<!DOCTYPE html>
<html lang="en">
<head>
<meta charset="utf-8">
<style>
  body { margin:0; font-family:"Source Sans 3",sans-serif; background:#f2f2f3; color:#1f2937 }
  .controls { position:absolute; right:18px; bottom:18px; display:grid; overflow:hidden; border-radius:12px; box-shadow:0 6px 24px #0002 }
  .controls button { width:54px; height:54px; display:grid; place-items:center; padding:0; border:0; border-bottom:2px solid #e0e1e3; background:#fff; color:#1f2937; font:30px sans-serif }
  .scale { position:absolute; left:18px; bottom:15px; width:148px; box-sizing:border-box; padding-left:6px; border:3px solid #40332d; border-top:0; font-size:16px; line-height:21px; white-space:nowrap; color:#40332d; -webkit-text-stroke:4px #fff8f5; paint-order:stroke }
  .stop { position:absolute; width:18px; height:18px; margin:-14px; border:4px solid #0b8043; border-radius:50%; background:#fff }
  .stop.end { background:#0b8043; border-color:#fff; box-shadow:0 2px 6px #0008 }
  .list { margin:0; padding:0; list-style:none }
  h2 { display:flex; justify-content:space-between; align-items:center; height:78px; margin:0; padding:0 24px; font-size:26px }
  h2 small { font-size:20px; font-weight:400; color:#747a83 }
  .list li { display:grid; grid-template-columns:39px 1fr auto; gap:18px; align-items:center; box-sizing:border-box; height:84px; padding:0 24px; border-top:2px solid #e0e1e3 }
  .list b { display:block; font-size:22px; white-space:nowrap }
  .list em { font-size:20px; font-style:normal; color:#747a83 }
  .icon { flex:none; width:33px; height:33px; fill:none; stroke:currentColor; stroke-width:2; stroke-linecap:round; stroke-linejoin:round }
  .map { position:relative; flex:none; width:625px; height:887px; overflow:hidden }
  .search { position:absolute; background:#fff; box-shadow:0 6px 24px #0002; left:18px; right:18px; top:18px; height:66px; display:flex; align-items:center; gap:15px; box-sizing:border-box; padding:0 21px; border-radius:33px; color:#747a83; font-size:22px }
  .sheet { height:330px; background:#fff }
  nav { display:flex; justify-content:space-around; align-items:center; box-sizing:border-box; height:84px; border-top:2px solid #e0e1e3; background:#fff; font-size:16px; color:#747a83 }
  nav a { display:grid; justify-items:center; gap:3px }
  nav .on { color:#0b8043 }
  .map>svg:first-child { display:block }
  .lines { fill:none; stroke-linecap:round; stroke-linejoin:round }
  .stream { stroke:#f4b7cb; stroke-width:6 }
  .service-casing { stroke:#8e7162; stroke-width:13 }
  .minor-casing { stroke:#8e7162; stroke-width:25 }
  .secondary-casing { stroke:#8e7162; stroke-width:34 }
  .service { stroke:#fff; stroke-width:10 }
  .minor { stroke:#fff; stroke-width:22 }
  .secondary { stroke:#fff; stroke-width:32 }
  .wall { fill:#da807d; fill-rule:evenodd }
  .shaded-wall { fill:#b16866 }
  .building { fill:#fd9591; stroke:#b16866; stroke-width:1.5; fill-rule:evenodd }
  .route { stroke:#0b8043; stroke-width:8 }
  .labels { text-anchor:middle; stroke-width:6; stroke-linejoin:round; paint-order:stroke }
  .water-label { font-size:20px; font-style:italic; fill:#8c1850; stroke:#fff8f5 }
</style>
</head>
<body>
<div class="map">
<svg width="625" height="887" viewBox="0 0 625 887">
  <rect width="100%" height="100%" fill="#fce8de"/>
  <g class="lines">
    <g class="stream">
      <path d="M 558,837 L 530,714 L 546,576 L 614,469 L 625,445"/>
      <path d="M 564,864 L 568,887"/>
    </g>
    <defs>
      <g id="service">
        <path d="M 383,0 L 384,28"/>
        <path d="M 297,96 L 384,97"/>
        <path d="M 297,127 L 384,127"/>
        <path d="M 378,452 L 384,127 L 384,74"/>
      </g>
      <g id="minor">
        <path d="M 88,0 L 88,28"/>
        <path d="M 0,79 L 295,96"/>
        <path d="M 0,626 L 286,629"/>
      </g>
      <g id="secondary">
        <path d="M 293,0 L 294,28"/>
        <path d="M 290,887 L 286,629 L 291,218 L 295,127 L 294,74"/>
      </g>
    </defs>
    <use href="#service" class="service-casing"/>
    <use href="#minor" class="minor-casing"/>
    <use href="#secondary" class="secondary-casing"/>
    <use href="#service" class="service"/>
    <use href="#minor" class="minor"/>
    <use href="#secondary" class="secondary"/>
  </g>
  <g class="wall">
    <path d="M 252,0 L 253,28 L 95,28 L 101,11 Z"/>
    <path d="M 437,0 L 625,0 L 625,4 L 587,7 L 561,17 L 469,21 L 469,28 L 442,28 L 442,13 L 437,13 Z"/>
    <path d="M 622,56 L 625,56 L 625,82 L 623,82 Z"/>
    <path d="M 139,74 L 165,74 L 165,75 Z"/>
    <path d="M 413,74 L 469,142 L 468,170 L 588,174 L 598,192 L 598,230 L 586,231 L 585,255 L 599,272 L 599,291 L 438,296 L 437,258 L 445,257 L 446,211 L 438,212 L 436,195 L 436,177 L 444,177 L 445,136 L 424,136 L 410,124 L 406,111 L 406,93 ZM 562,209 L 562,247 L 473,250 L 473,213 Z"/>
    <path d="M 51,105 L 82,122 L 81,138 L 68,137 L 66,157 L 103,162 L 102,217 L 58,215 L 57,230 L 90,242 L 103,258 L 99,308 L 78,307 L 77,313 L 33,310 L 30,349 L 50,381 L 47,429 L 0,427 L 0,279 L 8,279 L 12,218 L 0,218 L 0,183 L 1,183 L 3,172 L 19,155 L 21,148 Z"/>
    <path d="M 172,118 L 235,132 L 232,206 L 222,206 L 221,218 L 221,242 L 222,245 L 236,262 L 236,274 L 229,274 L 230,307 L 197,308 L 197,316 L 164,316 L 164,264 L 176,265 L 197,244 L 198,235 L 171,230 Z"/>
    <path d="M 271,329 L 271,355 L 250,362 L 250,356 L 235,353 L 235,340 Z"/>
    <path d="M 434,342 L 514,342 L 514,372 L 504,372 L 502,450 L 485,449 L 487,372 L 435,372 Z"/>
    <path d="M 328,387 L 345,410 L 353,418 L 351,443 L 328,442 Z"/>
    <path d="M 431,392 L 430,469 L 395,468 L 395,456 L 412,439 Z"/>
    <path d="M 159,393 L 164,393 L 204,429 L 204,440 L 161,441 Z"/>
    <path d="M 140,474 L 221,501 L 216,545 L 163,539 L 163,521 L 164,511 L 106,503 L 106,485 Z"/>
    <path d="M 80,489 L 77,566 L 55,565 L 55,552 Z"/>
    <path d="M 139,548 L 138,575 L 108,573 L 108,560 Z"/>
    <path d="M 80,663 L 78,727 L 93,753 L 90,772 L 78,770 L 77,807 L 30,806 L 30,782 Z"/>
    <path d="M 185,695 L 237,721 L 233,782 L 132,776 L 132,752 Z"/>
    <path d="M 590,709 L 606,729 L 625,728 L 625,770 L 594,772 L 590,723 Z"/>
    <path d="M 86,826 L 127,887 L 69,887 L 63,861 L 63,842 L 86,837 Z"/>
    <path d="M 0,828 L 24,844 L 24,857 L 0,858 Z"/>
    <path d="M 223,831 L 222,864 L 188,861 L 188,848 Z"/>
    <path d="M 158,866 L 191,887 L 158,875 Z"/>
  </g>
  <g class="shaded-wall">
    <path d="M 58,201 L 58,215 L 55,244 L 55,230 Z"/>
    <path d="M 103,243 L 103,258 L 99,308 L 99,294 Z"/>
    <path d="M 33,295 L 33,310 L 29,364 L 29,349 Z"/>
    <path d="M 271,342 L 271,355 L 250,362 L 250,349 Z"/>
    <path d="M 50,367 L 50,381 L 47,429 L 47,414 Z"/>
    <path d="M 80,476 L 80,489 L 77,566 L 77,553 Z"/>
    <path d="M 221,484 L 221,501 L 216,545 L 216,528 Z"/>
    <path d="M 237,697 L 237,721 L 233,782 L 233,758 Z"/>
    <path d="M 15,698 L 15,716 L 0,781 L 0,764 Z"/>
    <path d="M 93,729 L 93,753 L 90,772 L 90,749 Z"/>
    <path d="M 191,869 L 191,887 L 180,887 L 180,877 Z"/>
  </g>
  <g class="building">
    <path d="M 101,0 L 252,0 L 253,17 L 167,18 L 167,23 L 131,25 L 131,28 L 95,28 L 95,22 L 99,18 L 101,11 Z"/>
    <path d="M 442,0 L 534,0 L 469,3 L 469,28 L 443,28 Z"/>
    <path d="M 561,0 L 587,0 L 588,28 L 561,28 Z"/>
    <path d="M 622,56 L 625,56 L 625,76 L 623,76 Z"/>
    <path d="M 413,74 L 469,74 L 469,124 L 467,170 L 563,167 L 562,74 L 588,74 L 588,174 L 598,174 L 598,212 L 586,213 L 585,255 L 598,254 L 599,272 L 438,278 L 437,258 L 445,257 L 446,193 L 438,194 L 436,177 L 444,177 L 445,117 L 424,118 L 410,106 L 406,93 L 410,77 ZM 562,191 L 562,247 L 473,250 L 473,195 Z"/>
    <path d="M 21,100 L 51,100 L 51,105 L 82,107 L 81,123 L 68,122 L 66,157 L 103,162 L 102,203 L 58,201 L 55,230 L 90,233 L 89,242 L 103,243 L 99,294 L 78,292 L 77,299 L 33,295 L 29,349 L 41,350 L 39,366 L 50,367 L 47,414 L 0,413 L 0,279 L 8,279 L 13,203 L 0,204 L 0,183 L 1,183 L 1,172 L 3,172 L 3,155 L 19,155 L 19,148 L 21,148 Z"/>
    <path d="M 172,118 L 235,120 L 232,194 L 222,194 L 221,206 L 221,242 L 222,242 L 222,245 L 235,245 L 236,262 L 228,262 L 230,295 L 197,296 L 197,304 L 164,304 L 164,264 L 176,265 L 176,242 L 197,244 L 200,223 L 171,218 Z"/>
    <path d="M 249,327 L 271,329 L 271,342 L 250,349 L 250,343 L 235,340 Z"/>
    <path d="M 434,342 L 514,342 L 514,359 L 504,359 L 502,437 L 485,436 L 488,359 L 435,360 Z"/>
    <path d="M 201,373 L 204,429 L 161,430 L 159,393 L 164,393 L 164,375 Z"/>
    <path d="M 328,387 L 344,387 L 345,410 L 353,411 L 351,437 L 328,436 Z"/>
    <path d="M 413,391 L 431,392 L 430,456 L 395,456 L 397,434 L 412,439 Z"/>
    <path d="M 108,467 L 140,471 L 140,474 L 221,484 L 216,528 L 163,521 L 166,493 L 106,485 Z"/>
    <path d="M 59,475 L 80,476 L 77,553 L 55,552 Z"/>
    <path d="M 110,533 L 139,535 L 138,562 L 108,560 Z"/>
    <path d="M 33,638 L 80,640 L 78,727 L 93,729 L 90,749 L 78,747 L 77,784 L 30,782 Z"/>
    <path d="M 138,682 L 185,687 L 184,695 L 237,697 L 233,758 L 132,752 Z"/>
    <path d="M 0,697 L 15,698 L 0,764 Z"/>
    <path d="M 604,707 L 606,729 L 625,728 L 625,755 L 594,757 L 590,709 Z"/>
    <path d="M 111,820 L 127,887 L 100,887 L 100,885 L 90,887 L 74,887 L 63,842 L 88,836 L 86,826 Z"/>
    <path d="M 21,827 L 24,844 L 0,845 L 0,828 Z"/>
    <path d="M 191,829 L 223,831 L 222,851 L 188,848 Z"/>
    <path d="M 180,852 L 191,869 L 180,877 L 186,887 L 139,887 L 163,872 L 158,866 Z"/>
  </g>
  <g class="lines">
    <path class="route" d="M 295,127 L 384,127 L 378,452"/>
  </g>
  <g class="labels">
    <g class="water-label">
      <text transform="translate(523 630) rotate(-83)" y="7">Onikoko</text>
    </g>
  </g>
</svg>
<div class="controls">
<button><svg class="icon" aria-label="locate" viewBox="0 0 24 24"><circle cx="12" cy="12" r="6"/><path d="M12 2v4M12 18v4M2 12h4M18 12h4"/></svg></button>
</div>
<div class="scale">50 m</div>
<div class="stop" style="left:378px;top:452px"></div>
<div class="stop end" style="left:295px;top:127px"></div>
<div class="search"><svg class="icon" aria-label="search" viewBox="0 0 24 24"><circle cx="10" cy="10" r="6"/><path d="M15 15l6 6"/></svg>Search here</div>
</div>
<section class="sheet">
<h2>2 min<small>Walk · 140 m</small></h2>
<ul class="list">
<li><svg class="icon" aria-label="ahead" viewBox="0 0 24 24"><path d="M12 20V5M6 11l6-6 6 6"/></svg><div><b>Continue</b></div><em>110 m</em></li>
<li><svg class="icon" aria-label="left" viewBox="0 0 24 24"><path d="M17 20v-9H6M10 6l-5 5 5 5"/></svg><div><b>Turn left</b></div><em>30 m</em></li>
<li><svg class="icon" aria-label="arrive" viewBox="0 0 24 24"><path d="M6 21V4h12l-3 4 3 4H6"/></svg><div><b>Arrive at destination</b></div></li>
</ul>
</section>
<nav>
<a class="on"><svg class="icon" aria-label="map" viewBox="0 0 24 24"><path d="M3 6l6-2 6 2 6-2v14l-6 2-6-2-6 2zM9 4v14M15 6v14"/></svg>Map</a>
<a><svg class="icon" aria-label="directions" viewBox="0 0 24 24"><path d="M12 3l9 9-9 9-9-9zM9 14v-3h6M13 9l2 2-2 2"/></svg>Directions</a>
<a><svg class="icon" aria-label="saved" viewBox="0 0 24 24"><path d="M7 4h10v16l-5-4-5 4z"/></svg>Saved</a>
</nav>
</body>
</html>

*WHAT TO PRODUCE:* Please retype the top of the data exactly, down to and including the line that holds "font-size:20px; font-style:normal; color:#747a83", and nothing further.

*SOLVED EXERCISE:*
<!DOCTYPE html>
<html lang="en">
<head>
<meta charset="utf-8">
<style>
  body { margin:0; font-family:"Source Sans 3",sans-serif; background:#f2f2f3; color:#1f2937 }
  .controls { position:absolute; right:18px; bottom:18px; display:grid; overflow:hidden; border-radius:12px; box-shadow:0 6px 24px #0002 }
  .controls button { width:54px; height:54px; display:grid; place-items:center; padding:0; border:0; border-bottom:2px solid #e0e1e3; background:#fff; color:#1f2937; font:30px sans-serif }
  .scale { position:absolute; left:18px; bottom:15px; width:148px; box-sizing:border-box; padding-left:6px; border:3px solid #40332d; border-top:0; font-size:16px; line-height:21px; white-space:nowrap; color:#40332d; -webkit-text-stroke:4px #fff8f5; paint-order:stroke }
  .stop { position:absolute; width:18px; height:18px; margin:-14px; border:4px solid #0b8043; border-radius:50%; background:#fff }
  .stop.end { background:#0b8043; border-color:#fff; box-shadow:0 2px 6px #0008 }
  .list { margin:0; padding:0; list-style:none }
  h2 { display:flex; justify-content:space-between; align-items:center; height:78px; margin:0; padding:0 24px; font-size:26px }
  h2 small { font-size:20px; font-weight:400; color:#747a83 }
  .list li { display:grid; grid-template-columns:39px 1fr auto; gap:18px; align-items:center; box-sizing:border-box; height:84px; padding:0 24px; border-top:2px solid #e0e1e3 }
  .list b { display:block; font-size:22px; white-space:nowrap }
  .list em { font-size:20px; font-style:normal; color:#747a83 }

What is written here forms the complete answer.